We currently have a very exciting and rare type of in-house opening in China at one of the world’s leading internet and social media companies. Our client is looking for an IP Transactional / TMT / Licensing attorney with 2 to 6 years experience. The new hire will be based in Shenzhen or Shanghai. Mandarin is not required (deal documentation will be in English) but is preferred. A solid reason to be in China and a commitment to that market is required of course. This new hire will likely be US qualified (but could also be qualified in UK or other jurisdictions) and with experience and training at a top law firm’s IP transactional / TMT practice and could be currently at a law firm or in-house. Qualified candidates currently Asia based, Europe based or US based will be considered.

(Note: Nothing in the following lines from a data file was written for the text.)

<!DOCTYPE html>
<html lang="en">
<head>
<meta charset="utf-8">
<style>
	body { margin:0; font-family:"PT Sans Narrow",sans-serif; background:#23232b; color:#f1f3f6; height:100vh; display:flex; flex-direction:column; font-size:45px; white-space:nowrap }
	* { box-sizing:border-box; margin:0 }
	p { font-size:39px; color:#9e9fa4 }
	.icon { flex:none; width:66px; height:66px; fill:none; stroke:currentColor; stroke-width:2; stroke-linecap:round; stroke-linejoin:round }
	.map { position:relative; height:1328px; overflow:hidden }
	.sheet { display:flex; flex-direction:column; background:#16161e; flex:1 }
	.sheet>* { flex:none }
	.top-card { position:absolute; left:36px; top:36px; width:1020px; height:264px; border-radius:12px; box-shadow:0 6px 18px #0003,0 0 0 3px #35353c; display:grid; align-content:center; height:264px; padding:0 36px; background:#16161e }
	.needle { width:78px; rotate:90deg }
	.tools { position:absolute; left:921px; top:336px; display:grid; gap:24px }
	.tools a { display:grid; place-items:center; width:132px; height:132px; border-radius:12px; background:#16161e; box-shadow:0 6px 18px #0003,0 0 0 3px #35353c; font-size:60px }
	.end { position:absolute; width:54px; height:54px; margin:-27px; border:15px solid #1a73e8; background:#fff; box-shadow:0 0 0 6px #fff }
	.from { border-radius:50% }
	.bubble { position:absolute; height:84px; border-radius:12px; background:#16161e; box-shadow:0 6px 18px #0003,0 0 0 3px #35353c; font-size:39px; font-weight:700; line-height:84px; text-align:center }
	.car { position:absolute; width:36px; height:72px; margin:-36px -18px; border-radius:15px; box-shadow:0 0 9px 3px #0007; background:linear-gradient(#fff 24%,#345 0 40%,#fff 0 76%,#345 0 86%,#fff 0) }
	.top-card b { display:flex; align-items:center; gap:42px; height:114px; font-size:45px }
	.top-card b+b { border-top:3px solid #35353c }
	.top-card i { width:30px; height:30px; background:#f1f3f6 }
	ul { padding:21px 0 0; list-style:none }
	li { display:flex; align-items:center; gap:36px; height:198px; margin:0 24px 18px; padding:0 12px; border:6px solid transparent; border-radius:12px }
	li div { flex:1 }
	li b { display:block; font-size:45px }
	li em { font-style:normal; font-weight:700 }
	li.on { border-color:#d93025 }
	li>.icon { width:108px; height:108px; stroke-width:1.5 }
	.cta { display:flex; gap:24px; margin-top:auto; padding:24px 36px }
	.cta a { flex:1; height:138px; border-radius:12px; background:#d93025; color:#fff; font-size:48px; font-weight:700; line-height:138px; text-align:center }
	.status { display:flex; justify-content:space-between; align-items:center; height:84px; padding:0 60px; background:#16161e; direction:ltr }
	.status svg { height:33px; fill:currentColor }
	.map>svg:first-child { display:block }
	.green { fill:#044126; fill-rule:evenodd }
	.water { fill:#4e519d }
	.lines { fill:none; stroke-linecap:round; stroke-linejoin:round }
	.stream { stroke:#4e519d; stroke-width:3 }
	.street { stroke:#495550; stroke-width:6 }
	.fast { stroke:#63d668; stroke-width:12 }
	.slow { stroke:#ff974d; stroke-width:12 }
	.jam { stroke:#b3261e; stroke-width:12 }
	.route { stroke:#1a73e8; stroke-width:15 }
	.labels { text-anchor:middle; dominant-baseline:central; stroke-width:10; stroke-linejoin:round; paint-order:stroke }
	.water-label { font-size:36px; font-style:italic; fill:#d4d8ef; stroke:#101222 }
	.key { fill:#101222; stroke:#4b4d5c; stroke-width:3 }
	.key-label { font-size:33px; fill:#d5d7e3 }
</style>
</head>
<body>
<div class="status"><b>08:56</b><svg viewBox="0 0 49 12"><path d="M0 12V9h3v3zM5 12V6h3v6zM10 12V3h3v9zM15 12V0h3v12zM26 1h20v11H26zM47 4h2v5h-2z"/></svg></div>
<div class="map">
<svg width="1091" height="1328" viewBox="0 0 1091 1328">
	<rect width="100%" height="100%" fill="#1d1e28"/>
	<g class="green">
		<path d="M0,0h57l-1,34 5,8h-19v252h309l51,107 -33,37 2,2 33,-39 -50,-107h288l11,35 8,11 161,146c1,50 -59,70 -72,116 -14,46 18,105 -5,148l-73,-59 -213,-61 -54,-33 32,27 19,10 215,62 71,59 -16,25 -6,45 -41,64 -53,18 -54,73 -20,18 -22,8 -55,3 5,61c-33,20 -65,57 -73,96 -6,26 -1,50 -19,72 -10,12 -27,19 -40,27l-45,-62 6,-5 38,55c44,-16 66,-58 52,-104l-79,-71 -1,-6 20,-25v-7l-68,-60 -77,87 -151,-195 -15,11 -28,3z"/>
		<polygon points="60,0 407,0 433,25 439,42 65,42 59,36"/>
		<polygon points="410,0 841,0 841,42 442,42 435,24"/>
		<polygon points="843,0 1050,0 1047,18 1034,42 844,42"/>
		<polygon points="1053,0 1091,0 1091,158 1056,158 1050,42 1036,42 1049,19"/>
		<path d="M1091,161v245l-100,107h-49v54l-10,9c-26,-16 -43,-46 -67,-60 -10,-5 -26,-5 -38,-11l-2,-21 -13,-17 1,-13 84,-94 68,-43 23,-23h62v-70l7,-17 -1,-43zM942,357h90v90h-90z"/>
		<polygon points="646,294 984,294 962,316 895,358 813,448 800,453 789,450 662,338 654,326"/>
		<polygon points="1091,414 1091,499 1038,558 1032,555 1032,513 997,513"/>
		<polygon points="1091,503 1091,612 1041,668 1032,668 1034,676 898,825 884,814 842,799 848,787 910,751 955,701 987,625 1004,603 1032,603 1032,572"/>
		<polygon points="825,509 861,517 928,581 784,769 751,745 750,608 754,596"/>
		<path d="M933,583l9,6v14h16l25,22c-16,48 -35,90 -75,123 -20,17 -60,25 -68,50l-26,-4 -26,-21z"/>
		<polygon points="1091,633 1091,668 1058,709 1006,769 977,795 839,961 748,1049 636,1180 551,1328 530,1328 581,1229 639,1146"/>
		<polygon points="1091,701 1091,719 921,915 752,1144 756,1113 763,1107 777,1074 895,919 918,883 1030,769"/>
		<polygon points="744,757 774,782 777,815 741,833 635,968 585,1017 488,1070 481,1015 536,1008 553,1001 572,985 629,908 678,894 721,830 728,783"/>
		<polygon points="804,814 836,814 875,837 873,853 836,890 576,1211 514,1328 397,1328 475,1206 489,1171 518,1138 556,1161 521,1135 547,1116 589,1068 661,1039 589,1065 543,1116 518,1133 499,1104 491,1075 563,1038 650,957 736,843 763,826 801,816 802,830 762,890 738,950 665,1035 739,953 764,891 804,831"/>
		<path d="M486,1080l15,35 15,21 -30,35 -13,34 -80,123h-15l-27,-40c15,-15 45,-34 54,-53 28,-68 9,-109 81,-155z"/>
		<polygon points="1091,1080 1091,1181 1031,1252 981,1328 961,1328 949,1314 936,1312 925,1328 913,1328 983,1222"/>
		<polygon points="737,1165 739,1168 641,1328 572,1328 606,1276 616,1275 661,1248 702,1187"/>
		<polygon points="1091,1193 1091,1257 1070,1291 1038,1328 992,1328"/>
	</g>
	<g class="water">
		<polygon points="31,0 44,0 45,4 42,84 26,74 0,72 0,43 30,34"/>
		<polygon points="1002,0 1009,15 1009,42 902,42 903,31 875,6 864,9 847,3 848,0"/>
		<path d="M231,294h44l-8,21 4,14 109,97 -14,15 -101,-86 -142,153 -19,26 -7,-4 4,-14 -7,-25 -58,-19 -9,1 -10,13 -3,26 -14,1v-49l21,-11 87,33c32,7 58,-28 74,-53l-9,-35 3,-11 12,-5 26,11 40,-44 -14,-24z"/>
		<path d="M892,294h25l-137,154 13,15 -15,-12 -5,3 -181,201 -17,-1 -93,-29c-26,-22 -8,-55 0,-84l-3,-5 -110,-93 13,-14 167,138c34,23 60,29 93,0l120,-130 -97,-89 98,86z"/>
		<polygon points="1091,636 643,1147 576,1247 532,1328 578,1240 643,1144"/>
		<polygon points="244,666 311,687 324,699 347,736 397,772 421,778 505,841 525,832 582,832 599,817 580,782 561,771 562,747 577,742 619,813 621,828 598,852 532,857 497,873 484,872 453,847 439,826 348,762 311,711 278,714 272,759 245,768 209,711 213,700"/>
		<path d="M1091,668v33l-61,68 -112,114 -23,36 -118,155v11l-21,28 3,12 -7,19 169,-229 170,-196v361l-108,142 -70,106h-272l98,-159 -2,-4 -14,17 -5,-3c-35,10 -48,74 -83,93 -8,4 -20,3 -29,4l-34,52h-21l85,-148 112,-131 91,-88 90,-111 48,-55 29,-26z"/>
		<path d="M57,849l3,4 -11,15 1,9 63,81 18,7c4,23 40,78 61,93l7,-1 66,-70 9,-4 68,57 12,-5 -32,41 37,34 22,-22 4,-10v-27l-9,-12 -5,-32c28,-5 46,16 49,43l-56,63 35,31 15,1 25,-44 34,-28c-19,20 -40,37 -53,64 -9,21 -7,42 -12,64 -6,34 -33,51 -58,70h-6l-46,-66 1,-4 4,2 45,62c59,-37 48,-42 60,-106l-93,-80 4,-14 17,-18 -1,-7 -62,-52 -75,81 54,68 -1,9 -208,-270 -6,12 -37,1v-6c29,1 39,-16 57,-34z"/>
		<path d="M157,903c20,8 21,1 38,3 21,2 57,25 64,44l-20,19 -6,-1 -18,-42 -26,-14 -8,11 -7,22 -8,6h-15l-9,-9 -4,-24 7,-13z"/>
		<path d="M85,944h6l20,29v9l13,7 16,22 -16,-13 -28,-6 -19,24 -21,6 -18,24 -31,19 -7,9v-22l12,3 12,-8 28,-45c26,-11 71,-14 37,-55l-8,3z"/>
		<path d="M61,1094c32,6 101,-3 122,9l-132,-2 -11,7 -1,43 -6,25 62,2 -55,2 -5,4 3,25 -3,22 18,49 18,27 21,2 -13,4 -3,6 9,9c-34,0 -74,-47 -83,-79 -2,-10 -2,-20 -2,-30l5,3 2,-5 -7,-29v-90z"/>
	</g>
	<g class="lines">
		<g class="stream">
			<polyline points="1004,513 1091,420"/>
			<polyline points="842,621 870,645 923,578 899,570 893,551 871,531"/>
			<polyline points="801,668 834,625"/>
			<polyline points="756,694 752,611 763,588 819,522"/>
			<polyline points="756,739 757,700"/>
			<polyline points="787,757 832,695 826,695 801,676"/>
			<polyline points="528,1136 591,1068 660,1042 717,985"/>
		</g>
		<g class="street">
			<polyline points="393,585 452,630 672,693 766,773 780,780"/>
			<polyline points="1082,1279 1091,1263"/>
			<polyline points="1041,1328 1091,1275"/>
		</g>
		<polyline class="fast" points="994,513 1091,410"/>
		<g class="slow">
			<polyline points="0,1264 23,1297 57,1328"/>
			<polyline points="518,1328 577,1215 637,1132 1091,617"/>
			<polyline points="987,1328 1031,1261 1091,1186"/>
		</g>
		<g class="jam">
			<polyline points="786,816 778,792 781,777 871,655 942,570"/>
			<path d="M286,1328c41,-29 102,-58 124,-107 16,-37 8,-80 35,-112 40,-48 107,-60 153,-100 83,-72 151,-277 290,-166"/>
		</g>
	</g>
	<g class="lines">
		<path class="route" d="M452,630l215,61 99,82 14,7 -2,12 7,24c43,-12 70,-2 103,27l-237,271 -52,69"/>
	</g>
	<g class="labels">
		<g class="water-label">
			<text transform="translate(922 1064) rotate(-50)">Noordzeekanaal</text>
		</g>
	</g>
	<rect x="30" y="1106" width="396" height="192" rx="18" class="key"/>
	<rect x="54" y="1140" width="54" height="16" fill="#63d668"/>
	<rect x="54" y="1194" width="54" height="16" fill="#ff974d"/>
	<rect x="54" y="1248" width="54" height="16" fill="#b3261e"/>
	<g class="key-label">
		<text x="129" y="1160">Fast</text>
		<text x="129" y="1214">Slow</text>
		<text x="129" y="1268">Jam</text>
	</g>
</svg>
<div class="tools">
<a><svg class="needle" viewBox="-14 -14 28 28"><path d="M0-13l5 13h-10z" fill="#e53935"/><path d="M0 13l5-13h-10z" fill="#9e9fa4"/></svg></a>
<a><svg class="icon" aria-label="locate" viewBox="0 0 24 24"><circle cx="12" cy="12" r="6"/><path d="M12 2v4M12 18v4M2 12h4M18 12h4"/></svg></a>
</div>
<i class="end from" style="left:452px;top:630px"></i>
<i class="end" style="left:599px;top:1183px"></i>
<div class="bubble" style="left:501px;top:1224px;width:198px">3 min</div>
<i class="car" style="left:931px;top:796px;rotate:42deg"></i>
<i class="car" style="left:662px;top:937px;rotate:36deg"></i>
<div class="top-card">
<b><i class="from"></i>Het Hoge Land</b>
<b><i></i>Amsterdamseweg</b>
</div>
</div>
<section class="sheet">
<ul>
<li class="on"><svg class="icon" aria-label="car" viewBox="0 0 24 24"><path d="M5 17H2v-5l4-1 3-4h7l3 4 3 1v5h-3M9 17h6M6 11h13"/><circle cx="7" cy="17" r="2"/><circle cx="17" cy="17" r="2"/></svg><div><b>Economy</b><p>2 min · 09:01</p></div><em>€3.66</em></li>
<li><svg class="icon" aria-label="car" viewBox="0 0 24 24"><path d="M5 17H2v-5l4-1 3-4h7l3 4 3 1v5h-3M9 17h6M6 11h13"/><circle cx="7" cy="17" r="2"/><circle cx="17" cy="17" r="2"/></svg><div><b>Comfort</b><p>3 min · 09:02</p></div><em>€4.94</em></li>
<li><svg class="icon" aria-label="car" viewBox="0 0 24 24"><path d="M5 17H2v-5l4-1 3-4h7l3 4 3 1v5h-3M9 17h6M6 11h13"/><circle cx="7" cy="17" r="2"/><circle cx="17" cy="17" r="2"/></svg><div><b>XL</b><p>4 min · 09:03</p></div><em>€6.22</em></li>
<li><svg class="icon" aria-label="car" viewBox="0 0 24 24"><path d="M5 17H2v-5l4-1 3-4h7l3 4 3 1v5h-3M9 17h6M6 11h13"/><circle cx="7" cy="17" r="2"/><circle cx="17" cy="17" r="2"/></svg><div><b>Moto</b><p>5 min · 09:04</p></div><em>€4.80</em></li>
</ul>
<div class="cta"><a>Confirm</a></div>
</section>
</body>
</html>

The new hire’s supervisors in this technology transactions in-house team are very well regarded US trained IP transactional lawyers, with substantial experience at Silicon Valley firms. The culture and atmosphere in this in-house group and the company in general is entrepreneurial, team oriented, and the work is cutting edge, even for a cutting edge industry. The upside of being in an important strategic in-house position in this fast growing and world leading internet company is of the “sky is the limit” variety. Its a very exciting place to be in China for a rising IP transactional lawyer in our opinion, for many reasons beyond the basic info we can share here in this ad / post. This is a special A+ opportunity.